Lionel Messi anunció su retiro definitivo de la Selección Argentina, cerrando una etapa histórica con la camiseta Albiceleste. El capitán comunicó su decisión mediante un emotivo mensaje en sus redes sociales, donde explicó que llevaba tiempo pensando en este momento y reconoció que abandonar el combinado nacional es una determinación que le duele profundamente. Después de una carrera marcada por momentos extremadamente difíciles y posteriormente por la conquista de los mayores títulos, el argentino decidió poner punto final a su trayectoria internacional.

La noticia representa mucho más que la salida de un futbolista.

Messi fue durante años el centro absoluto del proyecto argentino y atravesó prácticamente todas las etapas posibles con su selección: apareció como una joven promesa, se convirtió en la principal figura, sufrió derrotas en finales, recibió cuestionamientos, llegó a renunciar temporalmente y posteriormente regresó para conseguir los títulos que le faltaban.

Esta vez, sin embargo, su despedida tiene carácter definitivo según el anuncio compartido.

El capitán aseguró marcharse orgulloso de haber entregado todo cada vez que defendió los colores de Argentina.

Messi se marcha después de transformar completamente su historia con Argentina

Durante muchos años existió una extraña contradicción alrededor de Messi.

Mientras acumulaba títulos y actuaciones extraordinarias con Barcelona, sus resultados con Argentina eran utilizados constantemente para cuestionar su lugar entre los mejores futbolistas de la historia.

La derrota contra Alemania en la final del Mundial de 2014 fue uno de los golpes más dolorosos. Posteriormente llegaron nuevas decepciones en la Copa América y hasta un retiro internacional temporal que finalmente quedó atrás.

Todo cambió durante la etapa final de su carrera.

Messi consiguió conquistar la Copa América y posteriormente alcanzó el título que había perseguido durante prácticamente toda su vida deportiva: el Mundial.

Aquellos éxitos transformaron completamente su relación con la afición argentina.

El futbolista que durante determinados momentos había sido cuestionado terminó convertido definitivamente en capitán, referente y símbolo de una generación ganadora.

Por eso su despedida adquiere ahora una dimensión especialmente emotiva.

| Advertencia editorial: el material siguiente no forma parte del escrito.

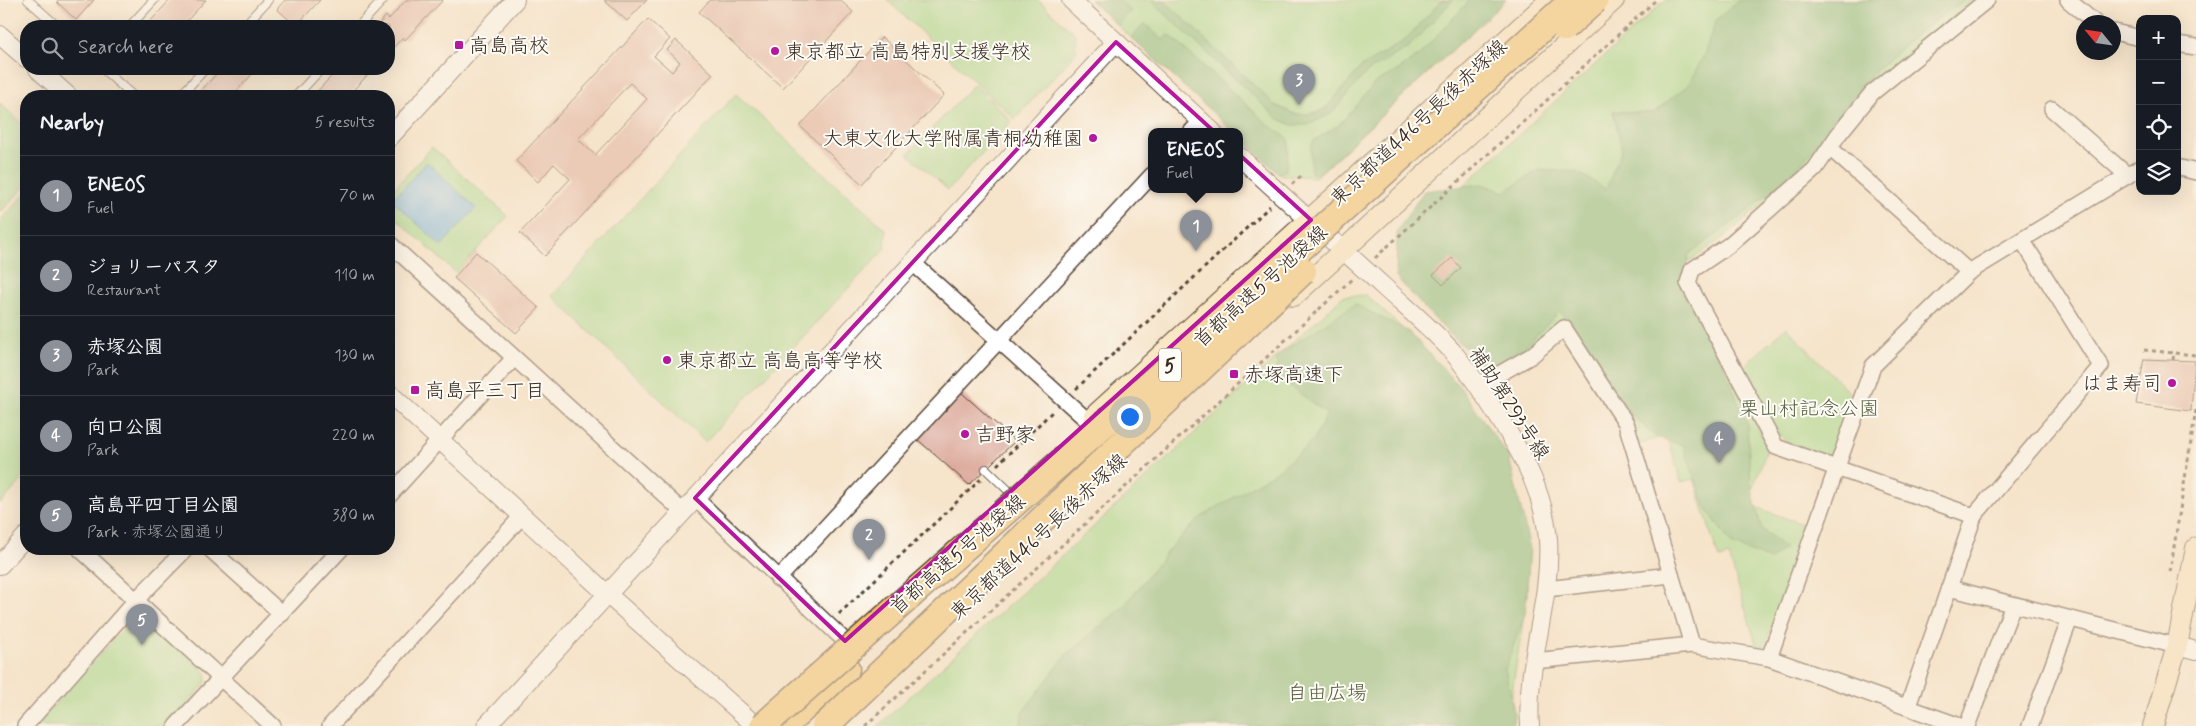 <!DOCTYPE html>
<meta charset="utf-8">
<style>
body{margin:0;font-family:Mynerve,"Klee One",sans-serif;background:#20242c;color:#f1f3f6}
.controls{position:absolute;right:15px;top:15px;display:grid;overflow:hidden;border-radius:10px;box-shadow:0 5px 20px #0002}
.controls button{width:45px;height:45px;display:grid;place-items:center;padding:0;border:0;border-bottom:1px solid #363941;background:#171b24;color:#f1f3f6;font:25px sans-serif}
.compass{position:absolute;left:2076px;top:15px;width:45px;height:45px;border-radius:50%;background:#171b24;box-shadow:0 5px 20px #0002;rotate:299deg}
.you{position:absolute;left:1129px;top:416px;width:18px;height:18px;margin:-12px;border:4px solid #fff;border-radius:50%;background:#1a73e8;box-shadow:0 0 0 8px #1a73e833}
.badge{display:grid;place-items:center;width:32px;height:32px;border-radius:50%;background:#8c9099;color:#fff;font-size:16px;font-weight:700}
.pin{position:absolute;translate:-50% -41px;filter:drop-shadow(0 1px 2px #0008)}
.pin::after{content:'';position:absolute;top:26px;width:18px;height:15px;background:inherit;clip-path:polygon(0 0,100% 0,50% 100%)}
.popup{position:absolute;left:1148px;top:128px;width:95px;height:65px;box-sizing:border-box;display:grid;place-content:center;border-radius:10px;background:#171b24;filter:drop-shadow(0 1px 4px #0005);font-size:16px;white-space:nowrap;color:#9ea1a6}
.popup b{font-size:19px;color:#f1f3f6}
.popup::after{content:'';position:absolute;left:50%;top:100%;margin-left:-10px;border:10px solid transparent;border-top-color:#171b24}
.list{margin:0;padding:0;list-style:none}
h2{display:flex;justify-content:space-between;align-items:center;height:65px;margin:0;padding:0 20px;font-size:21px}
h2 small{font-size:16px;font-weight:400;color:#9ea1a6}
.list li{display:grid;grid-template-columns:32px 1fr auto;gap:15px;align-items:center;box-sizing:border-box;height:80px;padding:0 20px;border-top:1px solid #363941}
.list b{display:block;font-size:19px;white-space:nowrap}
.list p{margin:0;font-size:16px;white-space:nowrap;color:#9ea1a6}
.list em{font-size:16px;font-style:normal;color:#9ea1a6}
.icon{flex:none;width:28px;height:28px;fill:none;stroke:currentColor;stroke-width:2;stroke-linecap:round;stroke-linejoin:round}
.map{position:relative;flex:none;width:2196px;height:726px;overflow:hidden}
.search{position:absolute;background:#171b24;box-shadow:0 5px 20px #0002;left:20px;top:20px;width:375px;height:55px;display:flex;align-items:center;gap:12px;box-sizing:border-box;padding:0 18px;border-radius:20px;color:#9ea1a6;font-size:19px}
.panel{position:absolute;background:#171b24;box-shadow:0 5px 20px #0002;left:20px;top:90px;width:375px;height:465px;border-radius:20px}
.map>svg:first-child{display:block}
</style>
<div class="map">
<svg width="2196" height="726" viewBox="0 0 2196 726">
<rect width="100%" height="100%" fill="#fdfcf7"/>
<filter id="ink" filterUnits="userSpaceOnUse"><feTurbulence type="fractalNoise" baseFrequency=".02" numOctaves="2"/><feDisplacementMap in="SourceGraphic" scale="10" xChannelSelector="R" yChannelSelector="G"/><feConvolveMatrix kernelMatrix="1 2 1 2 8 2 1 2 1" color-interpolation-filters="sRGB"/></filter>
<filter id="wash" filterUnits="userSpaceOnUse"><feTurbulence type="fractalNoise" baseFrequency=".0096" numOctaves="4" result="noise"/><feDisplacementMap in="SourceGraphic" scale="20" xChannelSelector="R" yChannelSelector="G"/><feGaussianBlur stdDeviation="1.12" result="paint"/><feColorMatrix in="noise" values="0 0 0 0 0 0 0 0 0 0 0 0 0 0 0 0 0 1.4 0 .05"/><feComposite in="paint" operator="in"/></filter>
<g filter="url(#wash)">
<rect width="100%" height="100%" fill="#f6e4cb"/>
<g fill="#9eda8d" stroke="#6c8256">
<path d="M887,0h151l37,34 1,19 -61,66z"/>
<path d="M1090,0h416l-190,177 -35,-2 -41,-38v-5h-6z"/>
<path d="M1665,0h309l-106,87 -34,38 -23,39 -87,73 -48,34 92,176 -21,57 61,22 -43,120 -8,1 -28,-91 -10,3 -25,-80 -13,3 -14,-47 -27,9 -7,-24 -66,-106 -38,33 -43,25 -89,-125z"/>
<path d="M974,84l38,37 -64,69 -40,-36z"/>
<path d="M736,94l150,136 -1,19 -180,193 -153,-146z"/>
<path d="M0,103l26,25v57l-26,28z"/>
<path d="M432,147l76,69 -52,57 -67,-61v-18z"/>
<path d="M26,193v283l-26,28v-283z"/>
<path d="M1366,295l58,53 21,24 83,184 -1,40 -15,96 -1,34h-633l465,-430z"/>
<path d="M1786,327l68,70 -19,56 -8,4 -38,-14 -11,-9 -36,-66z"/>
<path d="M135,616h9l63,58 -1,9 -39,43h-132z"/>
</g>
<g fill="#7eba78" stroke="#5c724b">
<path d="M1090,0h29l12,11 -13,15z"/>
<path d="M1150,0h14l111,105 20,9h12l14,-3 6,-4 34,-40 44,-27 37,-40h11l-43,46 -44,27 -35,41 -23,11h-16l-15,-7z"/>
<path d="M1470,0h36l-188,174 -7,-1v-26l2,-6 26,-16 36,-42 25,-14 19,-14z"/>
<path d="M1739,0h226c-42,26 -81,59 -113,97 -13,15 -22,33 -35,49 -37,43 -83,76 -128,108l-8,35 42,76 24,58 4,62 10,43 24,20 -15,12 -39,-16 -26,-38 -22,-61 -27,-8 -29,-27 -67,-99 -36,37 -35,19c-36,-26 -63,-57 -93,-90l1,-46 27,-40 58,-7 22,8 35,-22 38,2 29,17 16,-40 -9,-38 40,2 35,-28 16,-30 12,-35z"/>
<path d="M1144,23l19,17 5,-6 102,92 19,13 -3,32 -8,2 -38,-36v-5h-6l-103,-94z"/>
<path d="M1355,304l54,28 51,55 49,70 21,92 -5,65 -20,55 9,42 -1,15h-492l1,-13 45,-59 57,-48 46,-58 31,-31 76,-46 36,-30 14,-27 -49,-37 -2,-21z"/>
</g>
<path fill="#6eb3e4" stroke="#546e81" d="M427,162l49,46 -35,38 -49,-46z"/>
<g id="blocks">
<g fill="#ddac9e" fill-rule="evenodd">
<path d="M58,0h36l-18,20 -19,-18z"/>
<path d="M170,0h36l-24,26h-36z"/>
<path d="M285,0h35l-24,26 -19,-17z"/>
<path d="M406,0h37l-38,40 -2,-3 -14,15v-26h-12l9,-10 3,3z"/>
<path d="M604,0h43l-20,21z"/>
<path d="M710,0h130l13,12 -70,76 -84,-76z"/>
<path d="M268,18l9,8h-17z"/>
<path d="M648,19l22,20 -16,17 18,16 8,-10 -13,-12 9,-10 37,34 -168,182 -25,-23 50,-54 -16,-15 -16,18 -22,-21zM630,83l17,16 -52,56 -17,-16z"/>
<path d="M882,37l62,58 -82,89 -62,-58z"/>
<path d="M221,69h36l-25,27h-36z"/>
<path d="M338,69h35l-25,27h-35z"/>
<path d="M476,252l63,56 -23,25 -62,-55z"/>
<path d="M1452,258l9,10 -18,17 -10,-10z"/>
<path d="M2144,359l51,2 -4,50 -55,-7z"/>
<path d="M961,392l54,49 -46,44 -52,-46z"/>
</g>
</g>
</g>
<g filter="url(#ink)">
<use href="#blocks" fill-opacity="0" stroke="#574638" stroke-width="1"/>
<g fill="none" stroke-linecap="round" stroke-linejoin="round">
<g stroke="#574638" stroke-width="10">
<g id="service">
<path d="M28,0l29,26"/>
<path d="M130,26l24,-26"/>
<path d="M244,26l24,-26"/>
<path d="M359,26l24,-26"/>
<path d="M103,69l30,27"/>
<path d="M180,96l25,-27"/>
<path d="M296,96l25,-27"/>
<path d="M986,469l24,23"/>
</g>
</g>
<g stroke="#574638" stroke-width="18">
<g id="minor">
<path d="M2068,0l26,22"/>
<path d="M2114,32l26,6"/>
<path d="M2177,44l19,3"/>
<path d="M2052,109l75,66"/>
<path d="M1191,132l10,-11"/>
<path d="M1830,148l139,124"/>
<path d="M2177,167l19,5"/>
<path d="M389,243l294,269"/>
<path d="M913,263l175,158"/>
<path d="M1478,386l53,-30 33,-28 62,95 66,222"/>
<path d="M389,496l125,-138"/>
<path d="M695,498l150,143"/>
<path d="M1974,516l-198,-69 -88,-164 4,-13 37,-25 86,-76 23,-34 34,-42 115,-93"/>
<path d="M80,549l193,177"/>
<path d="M210,549l72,65"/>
<path d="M778,579l374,-404"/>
<path d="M1949,588l228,58"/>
<path d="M1546,589l125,-14"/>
<path d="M1769,658l104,-292 96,-94 171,-104"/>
<path d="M1534,661l158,-16 77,13 191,68"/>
<path d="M1908,706l66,-190 127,-150 -79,-126"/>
<path d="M25,726l110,-125 51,-52"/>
<path d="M176,726l165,-177"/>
<path d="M330,726l192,-210"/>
<path d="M1967,726l46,-121"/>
<path d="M2030,726l40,-107"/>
</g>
</g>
<g stroke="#574638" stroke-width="20">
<g id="tertiary">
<path d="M1071,0l142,132"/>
<path d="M0,35l26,23"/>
<path d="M38,69l30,27"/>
<path d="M389,138l126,-138"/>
<path d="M1240,157c48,45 97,87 145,131 23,21 46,40 66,62 19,22 35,47 50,71 24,37 43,74 47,118 4,63 -23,124 -18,187"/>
<path d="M389,393l218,201 149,132"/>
<path d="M0,565l26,-29"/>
<path d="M2177,646l19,5"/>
<path d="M486,726l630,-684"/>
</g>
</g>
<g stroke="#574638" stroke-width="22">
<g id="secondary">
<path d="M1294,296l320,-296"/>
<path d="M1094,416l456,-416"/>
<path d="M2153,726l24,-80 19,-98"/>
</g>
</g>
<g stroke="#574638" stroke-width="29">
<path id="motorway" d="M784,726l62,-57"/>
</g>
<g stroke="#574638" stroke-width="3" stroke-dasharray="4 4" stroke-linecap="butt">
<path d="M1292,184l9,-8"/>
<path d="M1375,258l281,-258"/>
<path d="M2144,350l30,3"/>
<path d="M2173,360l1,-7 22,2"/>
<path d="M1076,389l194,-183"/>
<path d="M997,465l57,-55"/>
<path d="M2170,572l26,-162"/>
<path d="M839,614l142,-135"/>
<path d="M865,726l487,-447"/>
</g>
<use href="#service" stroke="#fff" stroke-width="8"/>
<use href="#minor" stroke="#fff" stroke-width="15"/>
<use href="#tertiary" stroke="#fff" stroke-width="18"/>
<use href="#secondary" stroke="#fae7c3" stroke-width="20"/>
<use href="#motorway" stroke="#f2c36a" stroke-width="26"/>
<g stroke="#574638" stroke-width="29" stroke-linecap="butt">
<g id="motorway-bridge">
<path d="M1564,28l31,-28"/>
<path d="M763,726l470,-416 340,-310"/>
<path d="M825,726l478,-455"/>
</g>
</g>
<use href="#motorway-bridge" stroke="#f2c36a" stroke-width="26"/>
</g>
</g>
<path d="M0 0H2196V726H0ZM1116,42l195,178 -466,421 -150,-143z" fill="#f6e4cb" fill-opacity=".55" fill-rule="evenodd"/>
<path fill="none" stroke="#b5179e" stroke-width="4" stroke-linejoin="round" d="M1116,42l195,178 -466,421 -150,-143z"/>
<g fill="#b5179e" stroke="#fdfcf7" stroke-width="2">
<rect x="454" y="40" width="10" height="10" rx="2.5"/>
<circle cx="775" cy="51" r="5"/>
<circle cx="1093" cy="138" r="5"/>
<circle cx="667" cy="360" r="5"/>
<rect x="1229" y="369" width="10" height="10" rx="2.5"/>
<circle cx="2172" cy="383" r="5"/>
<rect x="410" y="385" width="10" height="10" rx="2.5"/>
<circle cx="965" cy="434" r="5"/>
</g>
<g text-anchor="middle" stroke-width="4" stroke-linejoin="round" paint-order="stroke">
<rect fill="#fdfcf7" stroke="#75695f" stroke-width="1" x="1159" y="348.5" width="22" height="33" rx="4"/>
<g font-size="19" font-weight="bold" fill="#3b2a1e">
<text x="1170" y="372">5</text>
</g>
<g font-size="20" fill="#3b2a1e" stroke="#fdfcf7" text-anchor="start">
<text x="469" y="52">高島高校</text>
<text x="785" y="58">東京都立 高島特別支援学校</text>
<text x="1083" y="145" text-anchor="end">大東文化大学附属青桐幼稚園</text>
<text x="677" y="367">東京都立 高島高等学校</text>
<text x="1244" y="381">赤塚高速下</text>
<text x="2162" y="390" text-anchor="end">はま寿司</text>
<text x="425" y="397">高島平三丁目</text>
<text x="975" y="441">吉野家</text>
</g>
<g font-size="20" fill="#3b2a1e" stroke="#fdfcf7">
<text transform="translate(1418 122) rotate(-43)" y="7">東京都道446号長後赤塚線</text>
<text transform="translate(1260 286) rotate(-42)" y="7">首都高速5号池袋線</text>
<text transform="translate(1510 403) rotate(57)" y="7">補助第293号線</text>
<text transform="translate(1038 536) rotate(-43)" y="7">東京都道446号長後赤塚線</text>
<text transform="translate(957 554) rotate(-41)" y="7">首都高速5号池袋線</text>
</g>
<g font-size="20" fill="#595f3f" stroke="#fdfcf7">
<text x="1809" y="415">栗山村記念公園</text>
<text x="1327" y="699">自由広場</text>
</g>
</g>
</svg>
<div class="controls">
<button>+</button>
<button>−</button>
<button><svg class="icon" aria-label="locate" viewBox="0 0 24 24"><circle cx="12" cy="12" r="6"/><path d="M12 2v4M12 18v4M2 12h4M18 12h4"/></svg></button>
<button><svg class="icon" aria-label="layers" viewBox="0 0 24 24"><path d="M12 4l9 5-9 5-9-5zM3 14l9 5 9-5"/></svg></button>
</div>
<svg class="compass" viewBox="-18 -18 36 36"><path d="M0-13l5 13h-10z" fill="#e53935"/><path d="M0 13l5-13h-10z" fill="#9ea1a6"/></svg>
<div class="you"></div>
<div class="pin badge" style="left:1196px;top:251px">1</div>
<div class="popup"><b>ENEOS</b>Fuel</div>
<div class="pin badge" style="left:869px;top:560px">2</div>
<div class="pin badge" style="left:1299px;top:105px">3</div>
<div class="pin badge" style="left:1719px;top:463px">4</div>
<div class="pin badge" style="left:142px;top:645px">5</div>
<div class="search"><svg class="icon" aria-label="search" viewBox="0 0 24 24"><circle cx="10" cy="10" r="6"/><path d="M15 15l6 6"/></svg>Search here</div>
<section class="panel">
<h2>Nearby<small>5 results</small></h2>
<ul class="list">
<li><span class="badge">1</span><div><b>ENEOS</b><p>Fuel</p></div><em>70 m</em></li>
<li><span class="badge">2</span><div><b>ジョリーパスタ</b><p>Restaurant</p></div><em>110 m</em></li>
<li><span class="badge">3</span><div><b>赤塚公園</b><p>Park</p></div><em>130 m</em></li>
<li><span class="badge">4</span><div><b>向口公園</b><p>Park</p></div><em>220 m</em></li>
<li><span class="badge">5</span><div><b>高島平四丁目公園</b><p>Park · 赤塚公園通り</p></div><em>380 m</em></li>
</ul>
</section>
</div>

Ya no se marcha perseguido por una derrota. Lo hace después de haber completado una trayectoria que terminó entregándole prácticamente todo lo que había buscado.

Argentina comienza una nueva era sin su capitán y máximo referente

La retirada de Messi también obliga a mirar inmediatamente hacia el futuro.

Durante años, prácticamente toda la estructura ofensiva de Argentina estuvo condicionada por su presencia. Los entrenadores encontraron diferentes fórmulas para aprovechar su talento y los propios compañeros comprendieron progresivamente cómo complementarlo.

Ahora ese escenario cambia.

La Selección deberá encontrar nuevos líderes dentro y fuera del campo, además de construir una identidad que ya no tendrá automáticamente al número 10 como principal referencia.

Reemplazarlo individualmente parece imposible.

Argentina podrá encontrar nuevos goleadores, mediocampistas creativos y futbolistas capaces de asumir responsabilidades, pero difícilmente aparecerá una sustitución directa para alguien que condicionó una época completa del fútbol mundial.

Su legado tampoco dependerá únicamente de estadísticas.

Messi pasó de sufrir algunas de las derrotas más dolorosas de su carrera con Argentina a levantar los trofeos que parecían destinados a escapársele. Esa transformación terminó modificando incluso la manera en la que era percibido en su propio país.

Ahora llega el momento que durante años parecía inevitable pero siempre lejano.

Lionel Messi deja definitivamente la Selección Argentina y cierra una historia llena de golpes, regresos y finalmente gloria. La Albiceleste continuará compitiendo, pero comienza una etapa completamente diferente: por primera vez en mucho tiempo deberá aprender a caminar definitivamente sin su capitán.